France | France, Cour administrative d'appel de Bordeaux, 7ème chambre (formation à 3), 06 février 2020, 18BX00264


Vu la procédure suivante :

Procédure contentieuse antérieure :

M. C... B... a demandé au tribunal administratif de la Martinique de prononcer la décharge de l'obligation de payer la somme de 279 464 euros qui lui a été notifiée par quatre avis à tiers détenteur du 4 avril 2016.

Par un jugement n° 1600488 du 24 octobre 2017, le tribunal administratif de la Martinique a déchargé M. B... de l'obligation de payer la somme de 279 464 euros correspondant à des cotisations d'impôt sur le revenu et de contributions sociales au titre des années 2006 et 2007 dont le

recouvrement a été poursuivi par quatre avis à tiers détenteur émis le 4 avril 20...

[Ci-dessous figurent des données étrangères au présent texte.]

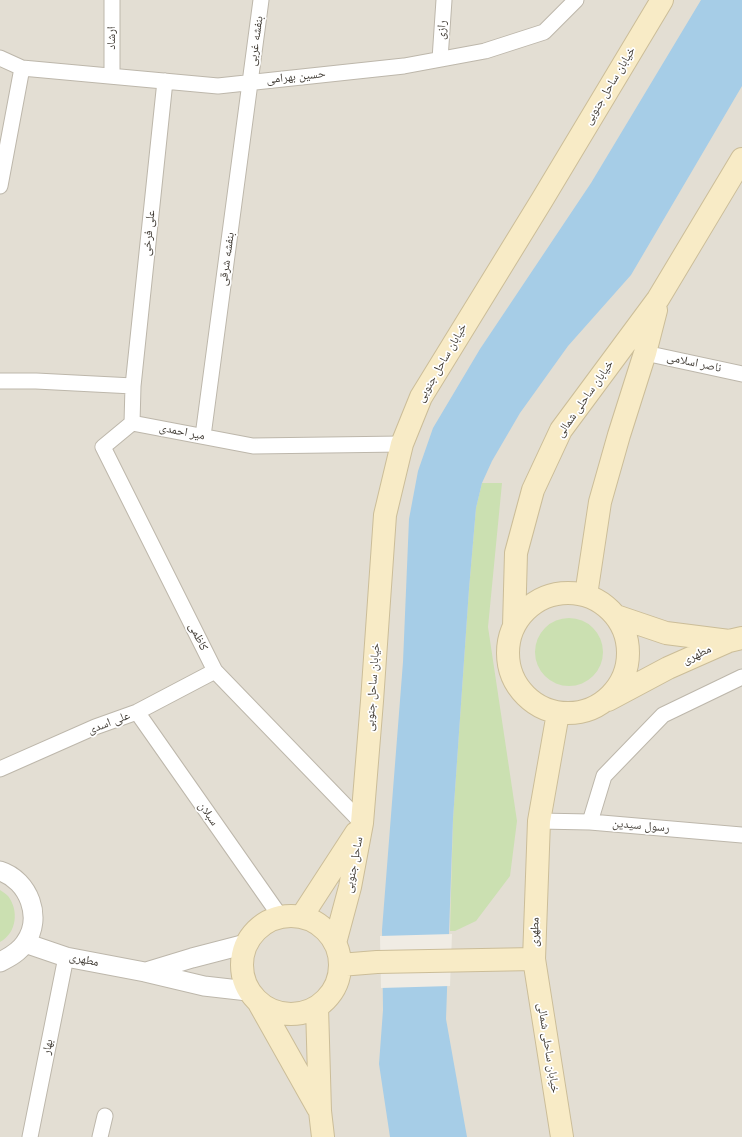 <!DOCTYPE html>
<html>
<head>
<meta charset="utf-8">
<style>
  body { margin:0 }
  canvas { display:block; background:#f0ece4 }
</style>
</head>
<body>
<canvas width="742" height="1137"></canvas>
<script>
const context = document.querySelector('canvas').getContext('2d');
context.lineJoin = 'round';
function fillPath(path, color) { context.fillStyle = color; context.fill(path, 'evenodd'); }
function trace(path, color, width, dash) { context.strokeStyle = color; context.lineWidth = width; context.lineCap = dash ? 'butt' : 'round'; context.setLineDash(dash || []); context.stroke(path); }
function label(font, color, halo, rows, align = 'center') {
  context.font = font + ' "Varela Round","Noto Naskh Arabic",sans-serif'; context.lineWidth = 3.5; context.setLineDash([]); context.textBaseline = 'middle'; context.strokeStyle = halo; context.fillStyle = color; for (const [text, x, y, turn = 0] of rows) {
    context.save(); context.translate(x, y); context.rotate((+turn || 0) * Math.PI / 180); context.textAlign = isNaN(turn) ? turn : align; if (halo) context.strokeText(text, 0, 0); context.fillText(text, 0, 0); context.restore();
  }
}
const residential = new Path2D(`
  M0 0H742V1137H0Z`);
const green = new Path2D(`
  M482 483H502L488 627 517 821 510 876 476 921 455 931H450L453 819 469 589 476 508Z
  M535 652a34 34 0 1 1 68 0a34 34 0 1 1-68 0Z
  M0 890C3 892 6 894 8 896 19 910 17 933 0 942Z`);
const water = new Path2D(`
  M701 0H742V86L631 275 568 346 520 413 492 461 482 483 476 508 469 589 453 819 446 1019 467 1137H390L379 1064 383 1010 382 930 403 662 409 519 418 471 433 428 480 349 591 183Z`);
const pier = new Path2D(`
  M452 934 450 986 381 988 380 936Z`);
const minor = new Path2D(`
  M112 0V76
  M0 58 22 68 218 86 404 66 485 51 544 32 576 0
  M440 59 444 0
  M0 186 22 68
  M645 353 742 374
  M0 381H36L133 386 132 423 253 446 402 444
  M133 386 165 81
  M132 423 103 447 215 671 362 823
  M203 436 261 0
  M137 712 280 916
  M0 769 95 727 137 712 215 671
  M539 821 590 822 742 835
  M590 822 604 776 663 715 742 677
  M30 1137 66 957
  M100 1137 105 1116`);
const tertiary = new Path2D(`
  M0 871C29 880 43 918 25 943 19 952 10 957 0 962
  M25 943 66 957 145 972 204 986 248 991
  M146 972 192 958 246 944`);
const secondary = new Path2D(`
  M508 653a60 60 0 1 1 120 0a60 60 0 1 1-120 0Z
  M586 595 600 502 619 435 645 353 656 310
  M616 616 666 633 729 641
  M514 626 516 553 533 490 561 430 658 299 742 159
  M608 700 668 668 729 641 742 638
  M558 713 539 821 534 959 562 1137
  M242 965a49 49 0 1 1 98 0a49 49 0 1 1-98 0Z
  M302 916 356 833
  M335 943 350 887 362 823 372 701 385 515 402 444 421 397 542 200 662 0
  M340 965 377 962 534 959
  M259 1003 318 1108
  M317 1007 320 1111 323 1137`);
const streetNames = [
  ["رازی",442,30,-86],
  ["ارشاد",112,38,-90],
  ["بنفشه غربی",256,41,-82],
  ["حسین بهرامی",296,77,-6],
  ["خیابان ساحل جنوبی",610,86,-59],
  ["علی فرخی",149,233,-84],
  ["بنفشه شرقی",227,259,-82],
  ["خیابان ساحل جنوبی",442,363,-60],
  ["ناصر اسلامی",694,363,12],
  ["خیابان ساحلی شمالی",585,399,-55],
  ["میر احمدی",182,432,11],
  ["کاظمی",198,637,64],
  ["مطهری",697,655,-25],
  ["خیابان ساحل جنوبی",373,687,-86],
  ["علی اسدی",109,723,-21],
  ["سبلان",208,814,55],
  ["رسول سیدین",641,826,5],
  ["ساحل جنوبی",354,865,-79],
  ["مطهری",535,932,-88],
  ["مطهری",84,960,12],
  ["بهار",48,1047,-79],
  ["خیابان ساحلی شمالی",548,1048,81]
];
fillPath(residential, '#e3ded3');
fillPath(green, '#cbe0b1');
fillPath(water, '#a6cde7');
fillPath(pier, '#f0ece4');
trace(minor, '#bdb7ab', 17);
trace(tertiary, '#bdb7ab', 21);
trace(secondary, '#cbbd98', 24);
trace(minor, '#fff', 15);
trace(tertiary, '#fff', 19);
trace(secondary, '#f8ebc6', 22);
label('12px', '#413c35', '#fff', streetNames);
</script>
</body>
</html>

Vu la procédure suivante :

Procédure contentieuse antérieure :

M. C... B... a demandé au tribunal administratif de la Martinique de prononcer la décharge de l'obligation de payer la somme de 279 464 euros qui lui a été notifiée par quatre avis à tiers détenteur du 4 avril 2016.

Par un jugement n° 1600488 du 24 octobre 2017, le tribunal administratif de la Martinique a déchargé M. B... de l'obligation de payer la somme de 279 464 euros correspondant à des cotisations d'impôt sur le revenu et de contributions sociales au titre des années 2006 et 2007 dont le recouvrement a été poursuivi par quatre avis à tiers détenteur émis le 4 avril 2016.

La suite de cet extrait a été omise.